Twenty minutes after four we pulled off the highway into the Ho Jo, and I used the phone in my room to call Karen Lloyd at the bank. She said, "Charlie called." Her voice was low, as if Joyce Steuben might be outside the door, listening.

"I thought he might."

"He was livid. He told me I shouldn't have brought you in."

I said, "It's not anything we didn't expect, but we had to try. Did you print out a record of the transactions for me?"

"Yes. I have them here."

"Okay. I need to see them."

"Don't come to the bank." There was a pause, as if she had to think through the variables and find the best one. "Come to the house, say at seven-thirty. We'll be finished with dinner then and Toby will be doing his homework. Is that all right?"

"Fine."

There was another pause and then she said, "Thank you for trying."

"Don't mention it."

I put down the phone and looked at Pike. "We'll go out to her place at seven-thirty."

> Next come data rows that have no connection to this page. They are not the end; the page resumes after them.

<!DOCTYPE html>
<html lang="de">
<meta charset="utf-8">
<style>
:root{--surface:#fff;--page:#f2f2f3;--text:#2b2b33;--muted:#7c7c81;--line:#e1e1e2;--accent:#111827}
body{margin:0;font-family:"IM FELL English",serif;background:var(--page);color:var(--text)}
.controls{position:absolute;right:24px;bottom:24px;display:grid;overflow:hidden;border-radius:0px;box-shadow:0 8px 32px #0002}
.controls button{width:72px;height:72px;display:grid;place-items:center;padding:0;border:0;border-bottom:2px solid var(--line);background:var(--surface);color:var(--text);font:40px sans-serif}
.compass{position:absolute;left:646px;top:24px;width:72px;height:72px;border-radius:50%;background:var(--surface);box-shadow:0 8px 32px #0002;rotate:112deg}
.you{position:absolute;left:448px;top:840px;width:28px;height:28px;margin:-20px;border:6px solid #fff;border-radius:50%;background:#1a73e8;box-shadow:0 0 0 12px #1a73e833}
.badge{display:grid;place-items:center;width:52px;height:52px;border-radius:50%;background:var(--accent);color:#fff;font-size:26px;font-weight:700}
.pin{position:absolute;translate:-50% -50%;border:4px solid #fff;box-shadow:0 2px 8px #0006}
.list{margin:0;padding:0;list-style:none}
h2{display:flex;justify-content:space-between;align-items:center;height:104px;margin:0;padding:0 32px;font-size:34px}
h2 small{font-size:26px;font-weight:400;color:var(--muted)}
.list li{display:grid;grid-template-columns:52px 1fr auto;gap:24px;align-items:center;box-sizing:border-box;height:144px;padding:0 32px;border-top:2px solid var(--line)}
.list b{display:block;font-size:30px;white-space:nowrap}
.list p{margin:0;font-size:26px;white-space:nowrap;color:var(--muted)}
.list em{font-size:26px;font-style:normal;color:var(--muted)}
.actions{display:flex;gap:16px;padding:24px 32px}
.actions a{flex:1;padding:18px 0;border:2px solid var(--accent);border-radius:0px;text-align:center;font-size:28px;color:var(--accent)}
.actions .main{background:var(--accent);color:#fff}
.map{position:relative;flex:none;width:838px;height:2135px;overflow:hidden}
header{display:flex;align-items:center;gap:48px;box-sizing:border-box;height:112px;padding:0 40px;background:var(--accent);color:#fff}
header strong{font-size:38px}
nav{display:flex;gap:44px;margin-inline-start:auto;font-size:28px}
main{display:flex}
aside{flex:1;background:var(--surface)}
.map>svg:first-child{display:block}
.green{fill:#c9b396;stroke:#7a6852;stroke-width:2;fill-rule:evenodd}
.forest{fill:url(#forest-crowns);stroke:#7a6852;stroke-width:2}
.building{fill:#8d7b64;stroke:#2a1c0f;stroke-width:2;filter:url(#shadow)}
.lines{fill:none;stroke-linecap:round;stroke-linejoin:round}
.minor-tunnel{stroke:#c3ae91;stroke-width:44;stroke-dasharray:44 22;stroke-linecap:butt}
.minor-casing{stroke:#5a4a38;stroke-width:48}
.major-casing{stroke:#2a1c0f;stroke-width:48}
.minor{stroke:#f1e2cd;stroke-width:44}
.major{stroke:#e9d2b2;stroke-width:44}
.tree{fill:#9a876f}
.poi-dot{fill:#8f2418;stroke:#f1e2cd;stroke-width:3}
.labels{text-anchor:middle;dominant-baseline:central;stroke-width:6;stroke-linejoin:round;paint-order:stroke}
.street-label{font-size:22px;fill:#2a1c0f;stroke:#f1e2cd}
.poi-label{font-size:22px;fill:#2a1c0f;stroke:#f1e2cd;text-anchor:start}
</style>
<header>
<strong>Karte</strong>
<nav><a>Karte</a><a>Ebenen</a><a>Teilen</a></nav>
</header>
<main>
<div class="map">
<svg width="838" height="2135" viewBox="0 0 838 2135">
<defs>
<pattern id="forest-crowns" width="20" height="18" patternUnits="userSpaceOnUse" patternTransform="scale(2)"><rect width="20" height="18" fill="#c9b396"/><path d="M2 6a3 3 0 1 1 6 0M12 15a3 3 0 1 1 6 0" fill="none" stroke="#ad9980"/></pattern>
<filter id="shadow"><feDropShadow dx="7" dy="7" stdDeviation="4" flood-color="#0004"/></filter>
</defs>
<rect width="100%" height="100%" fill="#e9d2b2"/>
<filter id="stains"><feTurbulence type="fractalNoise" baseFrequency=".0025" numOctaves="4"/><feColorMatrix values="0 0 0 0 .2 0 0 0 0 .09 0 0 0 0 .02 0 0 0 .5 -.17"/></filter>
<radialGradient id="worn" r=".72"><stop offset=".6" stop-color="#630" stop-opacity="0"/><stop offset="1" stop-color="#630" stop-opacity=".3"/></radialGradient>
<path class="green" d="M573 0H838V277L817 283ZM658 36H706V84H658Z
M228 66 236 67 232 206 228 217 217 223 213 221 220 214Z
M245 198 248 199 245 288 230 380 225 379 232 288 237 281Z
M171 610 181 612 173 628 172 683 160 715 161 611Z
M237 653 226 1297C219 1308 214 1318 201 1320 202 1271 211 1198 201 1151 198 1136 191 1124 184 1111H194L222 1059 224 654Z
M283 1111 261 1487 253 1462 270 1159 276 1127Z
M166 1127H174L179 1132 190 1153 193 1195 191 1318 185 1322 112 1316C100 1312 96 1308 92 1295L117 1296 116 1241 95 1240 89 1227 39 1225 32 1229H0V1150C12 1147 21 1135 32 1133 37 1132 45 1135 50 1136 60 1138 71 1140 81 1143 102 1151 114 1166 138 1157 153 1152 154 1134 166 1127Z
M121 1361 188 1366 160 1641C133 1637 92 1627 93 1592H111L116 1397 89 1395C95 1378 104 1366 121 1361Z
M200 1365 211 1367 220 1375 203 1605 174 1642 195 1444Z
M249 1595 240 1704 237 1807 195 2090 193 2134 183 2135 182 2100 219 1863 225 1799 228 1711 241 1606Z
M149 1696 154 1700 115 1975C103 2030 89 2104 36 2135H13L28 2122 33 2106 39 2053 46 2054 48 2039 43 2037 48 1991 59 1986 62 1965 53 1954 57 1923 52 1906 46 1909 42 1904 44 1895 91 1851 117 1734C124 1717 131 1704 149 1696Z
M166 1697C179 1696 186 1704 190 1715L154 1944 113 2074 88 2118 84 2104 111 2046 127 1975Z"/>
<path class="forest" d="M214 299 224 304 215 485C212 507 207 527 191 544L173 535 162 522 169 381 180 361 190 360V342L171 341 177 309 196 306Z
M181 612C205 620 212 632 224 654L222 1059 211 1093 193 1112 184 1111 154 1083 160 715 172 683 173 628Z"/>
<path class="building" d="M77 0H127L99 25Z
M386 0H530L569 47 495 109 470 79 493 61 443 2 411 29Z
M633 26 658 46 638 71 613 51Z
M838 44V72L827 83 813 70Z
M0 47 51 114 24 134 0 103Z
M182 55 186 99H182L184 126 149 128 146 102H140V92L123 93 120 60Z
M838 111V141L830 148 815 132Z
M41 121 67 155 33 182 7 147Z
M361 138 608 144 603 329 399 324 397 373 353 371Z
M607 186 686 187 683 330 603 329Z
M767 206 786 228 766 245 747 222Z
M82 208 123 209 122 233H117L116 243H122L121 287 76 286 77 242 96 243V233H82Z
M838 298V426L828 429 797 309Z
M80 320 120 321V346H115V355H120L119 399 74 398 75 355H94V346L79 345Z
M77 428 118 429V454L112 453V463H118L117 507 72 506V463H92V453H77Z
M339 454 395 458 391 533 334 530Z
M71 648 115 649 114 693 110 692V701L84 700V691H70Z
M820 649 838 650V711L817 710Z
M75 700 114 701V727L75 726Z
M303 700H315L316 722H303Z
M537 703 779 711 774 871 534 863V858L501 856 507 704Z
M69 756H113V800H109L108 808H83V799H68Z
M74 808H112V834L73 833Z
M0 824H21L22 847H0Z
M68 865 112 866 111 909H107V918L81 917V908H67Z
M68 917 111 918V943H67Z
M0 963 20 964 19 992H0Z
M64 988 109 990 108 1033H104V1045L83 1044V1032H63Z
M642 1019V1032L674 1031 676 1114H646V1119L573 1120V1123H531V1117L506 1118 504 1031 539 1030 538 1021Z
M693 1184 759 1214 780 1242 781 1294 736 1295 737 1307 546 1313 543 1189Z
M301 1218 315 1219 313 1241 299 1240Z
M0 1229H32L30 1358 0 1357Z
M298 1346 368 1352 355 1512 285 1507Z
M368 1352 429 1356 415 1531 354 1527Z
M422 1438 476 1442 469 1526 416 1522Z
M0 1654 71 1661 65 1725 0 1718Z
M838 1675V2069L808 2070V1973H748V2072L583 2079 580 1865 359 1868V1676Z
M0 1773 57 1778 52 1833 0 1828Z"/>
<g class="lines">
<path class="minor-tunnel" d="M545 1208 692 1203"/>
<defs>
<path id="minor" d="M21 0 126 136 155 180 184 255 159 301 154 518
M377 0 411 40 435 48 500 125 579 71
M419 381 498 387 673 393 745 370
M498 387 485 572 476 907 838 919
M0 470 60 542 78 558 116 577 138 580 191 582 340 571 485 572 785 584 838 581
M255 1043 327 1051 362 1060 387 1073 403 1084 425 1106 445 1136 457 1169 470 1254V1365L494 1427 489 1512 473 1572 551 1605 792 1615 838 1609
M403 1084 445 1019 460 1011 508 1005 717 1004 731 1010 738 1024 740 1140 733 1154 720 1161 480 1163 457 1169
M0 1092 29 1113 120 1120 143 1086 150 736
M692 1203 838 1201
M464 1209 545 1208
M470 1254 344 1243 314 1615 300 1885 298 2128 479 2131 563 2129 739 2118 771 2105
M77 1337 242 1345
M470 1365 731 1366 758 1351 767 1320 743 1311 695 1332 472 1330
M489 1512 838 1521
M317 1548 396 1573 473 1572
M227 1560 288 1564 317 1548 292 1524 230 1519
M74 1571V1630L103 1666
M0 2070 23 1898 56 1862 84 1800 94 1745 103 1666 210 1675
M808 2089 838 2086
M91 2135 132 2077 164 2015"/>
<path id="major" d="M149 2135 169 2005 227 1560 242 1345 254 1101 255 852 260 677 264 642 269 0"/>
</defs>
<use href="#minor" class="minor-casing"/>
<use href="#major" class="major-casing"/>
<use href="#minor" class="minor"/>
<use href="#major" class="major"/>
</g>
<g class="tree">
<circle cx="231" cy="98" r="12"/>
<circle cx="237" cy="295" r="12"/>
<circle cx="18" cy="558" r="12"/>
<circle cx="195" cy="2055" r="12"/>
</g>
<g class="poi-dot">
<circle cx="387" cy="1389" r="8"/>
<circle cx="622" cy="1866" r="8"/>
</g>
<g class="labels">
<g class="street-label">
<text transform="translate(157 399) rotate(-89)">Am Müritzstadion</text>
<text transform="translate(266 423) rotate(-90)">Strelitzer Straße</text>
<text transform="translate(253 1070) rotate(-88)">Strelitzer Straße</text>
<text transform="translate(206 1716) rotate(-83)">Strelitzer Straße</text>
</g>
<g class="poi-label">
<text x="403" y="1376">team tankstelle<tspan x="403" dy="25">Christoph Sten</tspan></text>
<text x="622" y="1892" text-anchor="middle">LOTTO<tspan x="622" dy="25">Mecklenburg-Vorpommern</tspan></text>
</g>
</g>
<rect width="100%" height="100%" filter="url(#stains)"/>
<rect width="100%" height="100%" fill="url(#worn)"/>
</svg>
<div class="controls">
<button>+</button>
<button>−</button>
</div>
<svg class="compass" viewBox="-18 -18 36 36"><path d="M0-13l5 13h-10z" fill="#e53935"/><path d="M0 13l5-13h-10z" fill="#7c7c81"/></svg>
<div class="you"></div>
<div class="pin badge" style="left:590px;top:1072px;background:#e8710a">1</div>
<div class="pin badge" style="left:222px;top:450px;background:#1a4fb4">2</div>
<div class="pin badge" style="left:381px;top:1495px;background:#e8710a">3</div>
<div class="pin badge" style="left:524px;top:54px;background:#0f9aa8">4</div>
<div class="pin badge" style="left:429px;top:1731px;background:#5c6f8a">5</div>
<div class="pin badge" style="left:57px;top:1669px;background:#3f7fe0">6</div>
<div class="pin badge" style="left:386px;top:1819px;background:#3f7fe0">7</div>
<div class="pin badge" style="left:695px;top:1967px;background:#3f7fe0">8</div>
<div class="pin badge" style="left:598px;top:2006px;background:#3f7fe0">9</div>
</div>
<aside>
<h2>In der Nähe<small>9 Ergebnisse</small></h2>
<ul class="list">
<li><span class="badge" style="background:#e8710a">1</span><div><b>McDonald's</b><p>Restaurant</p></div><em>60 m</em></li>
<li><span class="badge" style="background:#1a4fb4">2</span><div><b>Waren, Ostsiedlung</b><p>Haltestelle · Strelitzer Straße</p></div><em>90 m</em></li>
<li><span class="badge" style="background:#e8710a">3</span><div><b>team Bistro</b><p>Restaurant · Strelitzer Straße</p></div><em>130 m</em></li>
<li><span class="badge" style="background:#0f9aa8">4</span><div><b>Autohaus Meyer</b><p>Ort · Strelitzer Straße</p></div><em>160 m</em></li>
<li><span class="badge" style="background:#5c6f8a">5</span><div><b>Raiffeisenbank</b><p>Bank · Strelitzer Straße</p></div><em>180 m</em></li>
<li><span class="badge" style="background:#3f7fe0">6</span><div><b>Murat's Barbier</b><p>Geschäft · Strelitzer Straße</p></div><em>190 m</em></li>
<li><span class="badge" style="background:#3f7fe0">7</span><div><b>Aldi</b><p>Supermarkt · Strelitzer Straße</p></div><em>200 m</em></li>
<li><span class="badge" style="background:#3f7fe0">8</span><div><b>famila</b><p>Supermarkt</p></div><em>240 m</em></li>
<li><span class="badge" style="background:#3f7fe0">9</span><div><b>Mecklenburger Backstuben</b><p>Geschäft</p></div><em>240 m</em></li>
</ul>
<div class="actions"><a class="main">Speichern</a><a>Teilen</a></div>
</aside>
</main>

Pike nodded, then went out to the lobby and checked in, taking one of the rooms adjoining mine. I stood in the door and watched him bring in an olive-green Marine Corps duffel bag and a long metal gun case that looked like something for a Vox guitar. Anyone saw it, they'd think Pike played bass for Lou Reed. After he was settled he came back into my room and we looked at each other. It was four-forty-five. He said, "Anything around here to do until seven?"

"Nope."

"Any good places to eat?"

I shook my head.

Pike looked out of my window down onto the parking lot and crossed his arms. "Well," he said. "We didn't have it this good in Southeast Asia."

Nothing like support from your friends.

At five o'clock we went down to the bar and drank beer, then enjoyed an early dinner in the restaurant. I had a very nice chicken-fried steak. Pike had lentil soup and a large mixed vegetable salad and four slices of whole-wheat toast and a thick wedge of Jarlsberg cheese. Vegetarian.